Saved entries
★ ★ ★ ★ ★

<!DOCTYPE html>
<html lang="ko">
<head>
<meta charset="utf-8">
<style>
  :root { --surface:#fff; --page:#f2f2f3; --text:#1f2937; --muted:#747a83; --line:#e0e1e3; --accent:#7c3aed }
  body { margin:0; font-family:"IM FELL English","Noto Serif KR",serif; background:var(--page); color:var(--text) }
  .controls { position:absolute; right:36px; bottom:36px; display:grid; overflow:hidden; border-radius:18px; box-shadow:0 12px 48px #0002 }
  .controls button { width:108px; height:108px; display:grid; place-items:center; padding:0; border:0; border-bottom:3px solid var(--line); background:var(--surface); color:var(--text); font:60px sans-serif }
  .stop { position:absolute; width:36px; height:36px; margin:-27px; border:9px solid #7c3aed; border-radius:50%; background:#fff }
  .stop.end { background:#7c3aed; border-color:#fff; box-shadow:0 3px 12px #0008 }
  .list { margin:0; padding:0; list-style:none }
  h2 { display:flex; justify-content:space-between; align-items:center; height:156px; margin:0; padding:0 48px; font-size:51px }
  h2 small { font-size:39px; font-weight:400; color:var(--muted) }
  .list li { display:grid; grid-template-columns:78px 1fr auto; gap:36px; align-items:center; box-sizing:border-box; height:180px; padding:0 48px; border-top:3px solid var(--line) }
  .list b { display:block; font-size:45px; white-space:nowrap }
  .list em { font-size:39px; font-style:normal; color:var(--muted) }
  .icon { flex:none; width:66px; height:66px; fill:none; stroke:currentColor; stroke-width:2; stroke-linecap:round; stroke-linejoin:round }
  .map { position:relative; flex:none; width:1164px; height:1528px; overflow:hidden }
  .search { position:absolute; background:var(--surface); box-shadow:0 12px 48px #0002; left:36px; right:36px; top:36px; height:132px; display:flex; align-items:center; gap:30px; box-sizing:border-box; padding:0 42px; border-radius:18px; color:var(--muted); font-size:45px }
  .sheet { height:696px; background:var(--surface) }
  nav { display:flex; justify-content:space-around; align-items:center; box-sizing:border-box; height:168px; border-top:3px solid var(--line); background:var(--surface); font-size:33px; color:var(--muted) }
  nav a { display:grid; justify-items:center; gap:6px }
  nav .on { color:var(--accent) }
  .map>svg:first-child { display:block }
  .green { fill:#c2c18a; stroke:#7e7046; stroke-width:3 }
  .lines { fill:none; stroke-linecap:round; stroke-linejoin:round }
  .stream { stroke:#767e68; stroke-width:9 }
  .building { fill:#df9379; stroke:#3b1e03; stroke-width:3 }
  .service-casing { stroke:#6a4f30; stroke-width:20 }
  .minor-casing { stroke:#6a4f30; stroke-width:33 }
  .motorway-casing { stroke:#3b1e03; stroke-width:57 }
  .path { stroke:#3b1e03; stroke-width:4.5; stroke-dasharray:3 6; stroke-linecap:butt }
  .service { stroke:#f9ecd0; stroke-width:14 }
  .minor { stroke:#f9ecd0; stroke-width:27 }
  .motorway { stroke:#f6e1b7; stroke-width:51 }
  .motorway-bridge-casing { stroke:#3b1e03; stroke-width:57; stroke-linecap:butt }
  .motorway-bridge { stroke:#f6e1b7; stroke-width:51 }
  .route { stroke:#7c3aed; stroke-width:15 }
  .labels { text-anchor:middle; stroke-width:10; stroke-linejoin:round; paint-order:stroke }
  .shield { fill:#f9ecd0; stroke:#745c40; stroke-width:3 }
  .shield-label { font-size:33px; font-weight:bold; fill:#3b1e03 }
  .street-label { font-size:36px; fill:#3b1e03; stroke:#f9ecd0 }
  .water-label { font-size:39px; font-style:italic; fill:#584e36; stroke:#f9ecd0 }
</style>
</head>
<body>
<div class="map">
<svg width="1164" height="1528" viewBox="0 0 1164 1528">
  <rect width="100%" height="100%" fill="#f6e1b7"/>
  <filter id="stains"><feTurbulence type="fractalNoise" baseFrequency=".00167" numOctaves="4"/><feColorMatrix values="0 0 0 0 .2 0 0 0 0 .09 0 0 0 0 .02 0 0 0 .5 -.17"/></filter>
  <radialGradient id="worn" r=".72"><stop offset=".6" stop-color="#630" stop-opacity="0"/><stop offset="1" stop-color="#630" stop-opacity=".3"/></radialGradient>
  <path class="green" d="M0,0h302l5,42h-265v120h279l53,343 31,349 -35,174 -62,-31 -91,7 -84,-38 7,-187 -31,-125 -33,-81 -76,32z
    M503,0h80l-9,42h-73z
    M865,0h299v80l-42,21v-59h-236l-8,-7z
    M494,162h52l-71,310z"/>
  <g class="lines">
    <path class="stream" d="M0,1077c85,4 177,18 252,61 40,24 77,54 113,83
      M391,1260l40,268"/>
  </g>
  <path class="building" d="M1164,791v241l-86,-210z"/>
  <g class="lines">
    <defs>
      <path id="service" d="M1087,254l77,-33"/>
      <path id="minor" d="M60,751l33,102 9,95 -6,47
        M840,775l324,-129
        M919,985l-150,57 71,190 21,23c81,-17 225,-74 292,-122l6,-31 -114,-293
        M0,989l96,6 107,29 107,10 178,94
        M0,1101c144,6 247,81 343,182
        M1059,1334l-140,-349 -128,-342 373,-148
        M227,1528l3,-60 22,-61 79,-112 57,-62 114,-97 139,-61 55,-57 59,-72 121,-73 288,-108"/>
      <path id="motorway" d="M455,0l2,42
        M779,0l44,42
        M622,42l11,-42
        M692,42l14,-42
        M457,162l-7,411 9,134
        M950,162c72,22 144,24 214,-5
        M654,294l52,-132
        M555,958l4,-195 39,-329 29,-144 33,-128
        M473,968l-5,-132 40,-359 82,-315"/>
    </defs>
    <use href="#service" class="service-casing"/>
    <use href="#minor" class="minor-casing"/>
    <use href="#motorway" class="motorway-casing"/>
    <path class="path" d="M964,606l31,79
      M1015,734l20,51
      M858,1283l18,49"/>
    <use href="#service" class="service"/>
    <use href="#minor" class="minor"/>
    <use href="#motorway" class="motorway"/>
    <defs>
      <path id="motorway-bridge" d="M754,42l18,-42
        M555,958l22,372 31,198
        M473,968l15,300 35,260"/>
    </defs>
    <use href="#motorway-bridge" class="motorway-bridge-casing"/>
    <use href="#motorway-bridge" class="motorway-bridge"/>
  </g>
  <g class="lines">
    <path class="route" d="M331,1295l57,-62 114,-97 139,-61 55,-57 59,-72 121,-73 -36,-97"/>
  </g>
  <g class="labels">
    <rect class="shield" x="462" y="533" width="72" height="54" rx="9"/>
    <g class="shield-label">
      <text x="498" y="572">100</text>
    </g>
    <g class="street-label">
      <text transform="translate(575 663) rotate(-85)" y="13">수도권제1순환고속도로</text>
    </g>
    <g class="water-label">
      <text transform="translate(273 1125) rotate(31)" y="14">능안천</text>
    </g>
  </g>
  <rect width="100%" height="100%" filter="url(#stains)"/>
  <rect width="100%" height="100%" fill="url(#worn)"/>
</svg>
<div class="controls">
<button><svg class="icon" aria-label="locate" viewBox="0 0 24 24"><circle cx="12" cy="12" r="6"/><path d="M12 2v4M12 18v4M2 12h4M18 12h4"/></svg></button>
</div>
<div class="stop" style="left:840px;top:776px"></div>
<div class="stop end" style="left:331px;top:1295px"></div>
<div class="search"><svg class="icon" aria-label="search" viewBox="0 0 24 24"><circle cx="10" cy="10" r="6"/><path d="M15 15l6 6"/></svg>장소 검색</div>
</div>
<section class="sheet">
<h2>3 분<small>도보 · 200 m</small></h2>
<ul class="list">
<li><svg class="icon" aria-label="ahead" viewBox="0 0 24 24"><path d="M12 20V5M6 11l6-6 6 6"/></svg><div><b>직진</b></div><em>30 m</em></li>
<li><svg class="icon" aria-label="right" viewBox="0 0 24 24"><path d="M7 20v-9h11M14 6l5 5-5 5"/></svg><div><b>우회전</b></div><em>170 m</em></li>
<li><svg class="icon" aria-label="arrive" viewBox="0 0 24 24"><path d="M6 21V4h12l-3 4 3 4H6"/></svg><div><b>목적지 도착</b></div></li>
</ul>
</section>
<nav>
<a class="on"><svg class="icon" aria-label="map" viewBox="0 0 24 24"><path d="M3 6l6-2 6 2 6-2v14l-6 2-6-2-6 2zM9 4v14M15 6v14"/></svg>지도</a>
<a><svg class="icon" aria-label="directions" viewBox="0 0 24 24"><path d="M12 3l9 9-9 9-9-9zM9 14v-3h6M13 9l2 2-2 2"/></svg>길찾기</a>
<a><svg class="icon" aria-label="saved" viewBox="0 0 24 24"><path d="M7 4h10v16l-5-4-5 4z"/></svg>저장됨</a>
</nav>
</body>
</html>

★ ★ ★ ★ ★

Using only the entries above, output the line with "background:#7c3aed; border-color:#fff; box-shadow:0", the line with "position:relative; flex:none; width:1164px;", and all lines between them, exactly as they stand.

  .stop.end { background:#7c3aed; border-color:#fff; box-shadow:0 3px 12px #0008 }
  .list { margin:0; padding:0; list-style:none }
  h2 { display:flex; justify-content:space-between; align-items:center; height:156px; margin:0; padding:0 48px; font-size:51px }
  h2 small { font-size:39px; font-weight:400; color:var(--muted) }
  .list li { display:grid; grid-template-columns:78px 1fr auto; gap:36px; align-items:center; box-sizing:border-box; height:180px; padding:0 48px; border-top:3px solid var(--line) }
  .list b { display:block; font-size:45px; white-space:nowrap }
  .list em { font-size:39px; font-style:normal; color:var(--muted) }
  .icon { flex:none; width:66px; height:66px; fill:none; stroke:currentColor; stroke-width:2; stroke-linecap:round; stroke-linejoin:round }
  .map { position:relative; flex:none; width:1164px; height:1528px; overflow:hidden }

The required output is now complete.